- **WORK REQUIRED**
Report the count of lines containing the word "scale" in these records, with no other text.

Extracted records
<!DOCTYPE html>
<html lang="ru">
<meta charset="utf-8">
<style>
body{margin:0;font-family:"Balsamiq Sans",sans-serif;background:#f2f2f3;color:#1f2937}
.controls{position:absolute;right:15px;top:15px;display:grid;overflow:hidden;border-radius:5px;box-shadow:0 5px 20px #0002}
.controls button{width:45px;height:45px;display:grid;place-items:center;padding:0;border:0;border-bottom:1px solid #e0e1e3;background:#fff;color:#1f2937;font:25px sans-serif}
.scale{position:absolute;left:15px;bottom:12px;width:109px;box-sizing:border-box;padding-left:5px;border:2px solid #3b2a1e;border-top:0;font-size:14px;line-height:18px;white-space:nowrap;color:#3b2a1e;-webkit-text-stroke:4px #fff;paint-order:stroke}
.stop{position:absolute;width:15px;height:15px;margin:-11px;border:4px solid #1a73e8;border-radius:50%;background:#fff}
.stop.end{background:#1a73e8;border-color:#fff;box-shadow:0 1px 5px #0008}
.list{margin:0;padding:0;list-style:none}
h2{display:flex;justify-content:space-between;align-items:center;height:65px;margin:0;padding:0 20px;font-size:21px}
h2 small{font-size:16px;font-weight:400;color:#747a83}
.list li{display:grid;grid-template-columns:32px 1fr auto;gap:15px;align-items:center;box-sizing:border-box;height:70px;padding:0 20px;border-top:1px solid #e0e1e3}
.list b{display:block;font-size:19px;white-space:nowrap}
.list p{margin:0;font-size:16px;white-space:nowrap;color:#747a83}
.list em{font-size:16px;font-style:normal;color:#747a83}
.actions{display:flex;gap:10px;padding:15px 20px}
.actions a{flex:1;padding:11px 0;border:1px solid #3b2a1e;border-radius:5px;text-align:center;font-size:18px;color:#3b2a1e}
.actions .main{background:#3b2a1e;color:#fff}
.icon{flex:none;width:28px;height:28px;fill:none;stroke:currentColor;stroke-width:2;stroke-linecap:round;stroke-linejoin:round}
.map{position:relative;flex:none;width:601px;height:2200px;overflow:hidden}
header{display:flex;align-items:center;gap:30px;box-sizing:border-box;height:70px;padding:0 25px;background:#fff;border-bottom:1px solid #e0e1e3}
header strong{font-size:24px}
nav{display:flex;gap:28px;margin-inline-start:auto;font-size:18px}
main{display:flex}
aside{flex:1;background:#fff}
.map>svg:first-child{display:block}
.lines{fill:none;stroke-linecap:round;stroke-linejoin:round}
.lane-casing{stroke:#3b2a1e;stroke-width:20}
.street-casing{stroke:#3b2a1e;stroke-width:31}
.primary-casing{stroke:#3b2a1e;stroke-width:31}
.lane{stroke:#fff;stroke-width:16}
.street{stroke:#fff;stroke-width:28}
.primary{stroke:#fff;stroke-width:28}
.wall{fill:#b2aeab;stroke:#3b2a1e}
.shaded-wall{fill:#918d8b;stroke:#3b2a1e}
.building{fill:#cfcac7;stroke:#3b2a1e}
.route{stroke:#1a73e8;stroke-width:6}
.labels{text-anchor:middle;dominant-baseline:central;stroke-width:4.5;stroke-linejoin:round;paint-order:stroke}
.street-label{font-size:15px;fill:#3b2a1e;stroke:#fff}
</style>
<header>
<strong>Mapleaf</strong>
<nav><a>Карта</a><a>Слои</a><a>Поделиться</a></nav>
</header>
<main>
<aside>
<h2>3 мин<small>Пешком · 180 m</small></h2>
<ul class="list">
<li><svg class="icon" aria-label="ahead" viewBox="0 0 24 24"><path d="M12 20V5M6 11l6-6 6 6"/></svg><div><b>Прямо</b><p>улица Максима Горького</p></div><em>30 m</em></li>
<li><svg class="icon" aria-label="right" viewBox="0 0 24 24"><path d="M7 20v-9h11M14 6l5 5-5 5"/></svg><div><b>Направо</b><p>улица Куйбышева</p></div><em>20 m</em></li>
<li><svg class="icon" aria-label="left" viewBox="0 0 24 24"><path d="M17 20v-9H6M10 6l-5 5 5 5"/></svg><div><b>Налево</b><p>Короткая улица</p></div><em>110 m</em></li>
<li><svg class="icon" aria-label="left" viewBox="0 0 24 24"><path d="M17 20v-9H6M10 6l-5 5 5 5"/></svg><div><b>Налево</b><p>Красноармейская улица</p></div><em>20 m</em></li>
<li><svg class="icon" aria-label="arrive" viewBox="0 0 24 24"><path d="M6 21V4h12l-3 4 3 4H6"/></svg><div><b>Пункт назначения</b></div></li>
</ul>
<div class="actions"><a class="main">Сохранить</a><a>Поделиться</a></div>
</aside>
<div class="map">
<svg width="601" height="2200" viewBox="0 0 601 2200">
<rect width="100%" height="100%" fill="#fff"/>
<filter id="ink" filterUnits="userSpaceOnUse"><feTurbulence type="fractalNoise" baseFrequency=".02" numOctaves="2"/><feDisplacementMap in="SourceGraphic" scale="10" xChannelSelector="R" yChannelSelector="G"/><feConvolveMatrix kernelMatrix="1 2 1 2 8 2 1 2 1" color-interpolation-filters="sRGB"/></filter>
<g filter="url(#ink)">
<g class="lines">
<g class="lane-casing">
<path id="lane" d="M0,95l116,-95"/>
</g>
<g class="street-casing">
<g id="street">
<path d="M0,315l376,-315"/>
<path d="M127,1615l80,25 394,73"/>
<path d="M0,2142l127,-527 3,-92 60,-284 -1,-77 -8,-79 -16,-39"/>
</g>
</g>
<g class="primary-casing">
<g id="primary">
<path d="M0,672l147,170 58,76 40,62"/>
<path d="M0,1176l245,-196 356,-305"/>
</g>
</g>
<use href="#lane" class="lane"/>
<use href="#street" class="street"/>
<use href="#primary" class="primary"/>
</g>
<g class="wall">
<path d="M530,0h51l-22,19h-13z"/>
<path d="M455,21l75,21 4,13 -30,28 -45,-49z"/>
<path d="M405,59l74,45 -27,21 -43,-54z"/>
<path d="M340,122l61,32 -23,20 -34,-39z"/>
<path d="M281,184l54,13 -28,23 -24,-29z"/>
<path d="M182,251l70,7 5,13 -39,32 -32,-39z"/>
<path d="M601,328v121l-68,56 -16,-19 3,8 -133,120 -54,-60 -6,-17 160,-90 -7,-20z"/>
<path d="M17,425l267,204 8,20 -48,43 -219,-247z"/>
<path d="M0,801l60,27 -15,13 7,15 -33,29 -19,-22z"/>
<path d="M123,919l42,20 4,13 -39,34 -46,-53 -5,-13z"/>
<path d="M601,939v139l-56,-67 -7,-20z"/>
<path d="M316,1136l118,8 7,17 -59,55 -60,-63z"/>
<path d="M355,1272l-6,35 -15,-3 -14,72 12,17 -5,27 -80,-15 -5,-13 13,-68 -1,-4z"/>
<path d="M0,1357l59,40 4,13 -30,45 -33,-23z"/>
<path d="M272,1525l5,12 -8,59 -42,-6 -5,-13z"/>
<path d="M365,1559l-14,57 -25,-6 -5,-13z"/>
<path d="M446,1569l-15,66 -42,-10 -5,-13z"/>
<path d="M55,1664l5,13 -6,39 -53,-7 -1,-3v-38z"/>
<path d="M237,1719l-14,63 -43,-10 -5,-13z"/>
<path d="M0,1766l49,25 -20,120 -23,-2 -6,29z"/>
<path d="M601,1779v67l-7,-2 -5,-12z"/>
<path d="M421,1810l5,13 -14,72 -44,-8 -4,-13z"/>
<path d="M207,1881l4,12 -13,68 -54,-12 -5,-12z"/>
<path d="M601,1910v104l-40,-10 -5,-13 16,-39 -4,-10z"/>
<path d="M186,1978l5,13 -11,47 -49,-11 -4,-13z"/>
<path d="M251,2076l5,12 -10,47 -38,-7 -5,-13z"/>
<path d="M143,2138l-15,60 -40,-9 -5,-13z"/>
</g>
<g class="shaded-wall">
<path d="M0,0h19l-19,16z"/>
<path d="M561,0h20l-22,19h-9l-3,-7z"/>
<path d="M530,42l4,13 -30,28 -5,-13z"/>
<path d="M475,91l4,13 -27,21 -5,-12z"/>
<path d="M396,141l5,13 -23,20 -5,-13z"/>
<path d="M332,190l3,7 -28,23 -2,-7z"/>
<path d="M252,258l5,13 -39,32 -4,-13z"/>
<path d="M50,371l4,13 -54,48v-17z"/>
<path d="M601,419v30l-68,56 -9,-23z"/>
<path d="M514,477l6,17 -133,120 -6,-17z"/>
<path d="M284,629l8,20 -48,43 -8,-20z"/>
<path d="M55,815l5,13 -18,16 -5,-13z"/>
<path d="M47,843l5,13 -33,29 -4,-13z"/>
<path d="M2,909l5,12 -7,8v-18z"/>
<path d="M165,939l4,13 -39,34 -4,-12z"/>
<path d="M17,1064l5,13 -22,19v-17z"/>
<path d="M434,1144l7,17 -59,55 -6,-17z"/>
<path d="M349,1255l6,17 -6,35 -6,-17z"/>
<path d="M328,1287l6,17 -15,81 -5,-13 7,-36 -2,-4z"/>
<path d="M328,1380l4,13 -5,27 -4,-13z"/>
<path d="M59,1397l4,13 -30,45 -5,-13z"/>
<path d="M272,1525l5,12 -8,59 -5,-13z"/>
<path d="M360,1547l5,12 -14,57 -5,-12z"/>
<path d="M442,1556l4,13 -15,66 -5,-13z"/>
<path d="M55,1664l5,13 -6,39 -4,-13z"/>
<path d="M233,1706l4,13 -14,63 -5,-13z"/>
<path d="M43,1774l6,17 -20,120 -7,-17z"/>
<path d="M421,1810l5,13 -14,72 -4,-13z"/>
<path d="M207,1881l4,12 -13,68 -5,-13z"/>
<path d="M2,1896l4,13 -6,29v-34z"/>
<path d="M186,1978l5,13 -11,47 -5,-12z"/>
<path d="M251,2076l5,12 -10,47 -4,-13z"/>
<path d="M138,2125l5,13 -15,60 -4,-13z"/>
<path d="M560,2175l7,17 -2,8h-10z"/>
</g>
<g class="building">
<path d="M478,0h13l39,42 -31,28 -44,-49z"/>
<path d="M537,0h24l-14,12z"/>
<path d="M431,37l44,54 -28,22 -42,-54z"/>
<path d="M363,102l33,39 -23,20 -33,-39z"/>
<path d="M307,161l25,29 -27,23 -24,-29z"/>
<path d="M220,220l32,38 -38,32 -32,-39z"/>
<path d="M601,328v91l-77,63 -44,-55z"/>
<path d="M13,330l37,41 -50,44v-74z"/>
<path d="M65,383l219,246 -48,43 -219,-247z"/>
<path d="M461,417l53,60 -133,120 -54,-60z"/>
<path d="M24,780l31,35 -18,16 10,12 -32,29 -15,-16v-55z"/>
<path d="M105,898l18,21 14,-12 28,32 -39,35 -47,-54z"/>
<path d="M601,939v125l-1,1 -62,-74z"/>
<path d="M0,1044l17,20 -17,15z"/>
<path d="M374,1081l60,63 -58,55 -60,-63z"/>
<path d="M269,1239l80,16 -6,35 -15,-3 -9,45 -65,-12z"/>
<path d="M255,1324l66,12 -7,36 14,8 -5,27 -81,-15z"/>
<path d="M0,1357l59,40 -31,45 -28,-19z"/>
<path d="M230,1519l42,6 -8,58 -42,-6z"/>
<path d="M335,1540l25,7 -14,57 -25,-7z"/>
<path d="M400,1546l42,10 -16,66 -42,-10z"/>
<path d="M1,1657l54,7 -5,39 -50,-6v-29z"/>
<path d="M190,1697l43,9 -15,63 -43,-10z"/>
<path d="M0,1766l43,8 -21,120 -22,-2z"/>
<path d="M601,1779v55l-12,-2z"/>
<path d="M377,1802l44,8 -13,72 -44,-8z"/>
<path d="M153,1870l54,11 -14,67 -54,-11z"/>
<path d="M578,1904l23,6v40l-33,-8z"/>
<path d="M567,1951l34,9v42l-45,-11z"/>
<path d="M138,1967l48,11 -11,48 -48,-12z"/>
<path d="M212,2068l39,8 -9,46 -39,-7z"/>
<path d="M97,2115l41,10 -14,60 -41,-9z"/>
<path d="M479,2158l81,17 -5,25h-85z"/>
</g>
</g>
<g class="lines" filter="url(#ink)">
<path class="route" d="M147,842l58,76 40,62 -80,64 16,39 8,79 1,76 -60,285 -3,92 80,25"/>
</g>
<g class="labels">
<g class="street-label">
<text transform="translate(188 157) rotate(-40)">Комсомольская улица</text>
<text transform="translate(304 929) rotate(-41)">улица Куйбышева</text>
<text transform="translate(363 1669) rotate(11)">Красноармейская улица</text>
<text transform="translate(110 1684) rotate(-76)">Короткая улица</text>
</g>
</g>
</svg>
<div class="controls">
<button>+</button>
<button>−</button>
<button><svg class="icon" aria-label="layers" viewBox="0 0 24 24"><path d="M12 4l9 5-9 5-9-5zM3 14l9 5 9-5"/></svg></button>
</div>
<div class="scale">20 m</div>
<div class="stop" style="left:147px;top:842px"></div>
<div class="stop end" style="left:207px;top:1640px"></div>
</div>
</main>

- **ANSWER SPACE**
3